Disney had claimed that it had "independently created" similar characters and story lines based on the artwork for one of its theme parks in Orlando. The company pointed to a book featuring one of the scenes that purportedly had inspired the distinctive "Pirates" characters as evidence for its claim. Supernatural story elements, such as a curse that causes pirates to become living skeletons under the moonlight, were primarily based on theme-park artwork a Disney artist had designed before Mathew's copyrighted works existed, Disney said.

Mathew and Disney agreed to release all claims against each other stemming from the "Pirates" movies up to that point.

Then in 2009, Disney published a book that featured the same scene Disney had relied on in the settlement, by a different author.
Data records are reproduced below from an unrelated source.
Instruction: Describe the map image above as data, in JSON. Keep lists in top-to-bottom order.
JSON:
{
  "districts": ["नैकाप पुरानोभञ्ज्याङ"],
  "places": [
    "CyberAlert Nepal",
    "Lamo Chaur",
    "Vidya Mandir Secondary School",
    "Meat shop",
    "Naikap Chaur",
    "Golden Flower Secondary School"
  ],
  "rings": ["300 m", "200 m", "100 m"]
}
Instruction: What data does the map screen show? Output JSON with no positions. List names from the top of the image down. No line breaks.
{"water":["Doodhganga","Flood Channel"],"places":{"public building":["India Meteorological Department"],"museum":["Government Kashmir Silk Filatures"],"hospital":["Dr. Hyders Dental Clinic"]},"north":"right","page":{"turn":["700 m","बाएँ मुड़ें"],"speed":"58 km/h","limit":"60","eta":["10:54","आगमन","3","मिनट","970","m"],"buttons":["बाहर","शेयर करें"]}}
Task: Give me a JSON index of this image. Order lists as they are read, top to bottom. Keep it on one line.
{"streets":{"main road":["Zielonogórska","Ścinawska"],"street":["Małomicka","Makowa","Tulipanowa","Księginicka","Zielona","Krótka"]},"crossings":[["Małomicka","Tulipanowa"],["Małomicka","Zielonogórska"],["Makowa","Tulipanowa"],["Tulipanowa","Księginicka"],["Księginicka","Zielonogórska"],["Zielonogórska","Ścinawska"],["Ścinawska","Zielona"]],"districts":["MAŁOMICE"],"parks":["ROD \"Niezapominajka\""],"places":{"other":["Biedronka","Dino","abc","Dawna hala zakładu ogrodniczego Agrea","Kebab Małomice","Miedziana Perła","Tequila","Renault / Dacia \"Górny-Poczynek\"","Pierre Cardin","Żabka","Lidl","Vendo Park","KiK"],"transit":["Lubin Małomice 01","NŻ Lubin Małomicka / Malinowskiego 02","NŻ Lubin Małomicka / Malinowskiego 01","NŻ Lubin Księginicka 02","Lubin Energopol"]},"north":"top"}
Mathew said there were serious discrepancies between the newly published scene and what Disney had represented in 2006 as the artwork to support its independent creation position.

Disney allegedly ignored Mathew's demands for an explanation, leading him to file a new copyright-infringement action in Orlando.

When the court dismissed the case before ruling on the merits, Mathew brought his claims to Manhattan, arguing that Disney had continued to infringe his copyrights after settling the previous dispute in 2007. He also asked for rescission of the allegedly fraudulent settlement agreement.

Last month U.S. District Judge John Koeltl granted Disney's request to transfer the lawsuit to California, the state of its headquarters. Disney claimed that Mathew had agreed in the 2007 release that any dispute related to the "Pirates" movies would be decided in California. It also argued the New York court was an improper venue as to the individual defendants, which include "Pirates" screenwriters and producers.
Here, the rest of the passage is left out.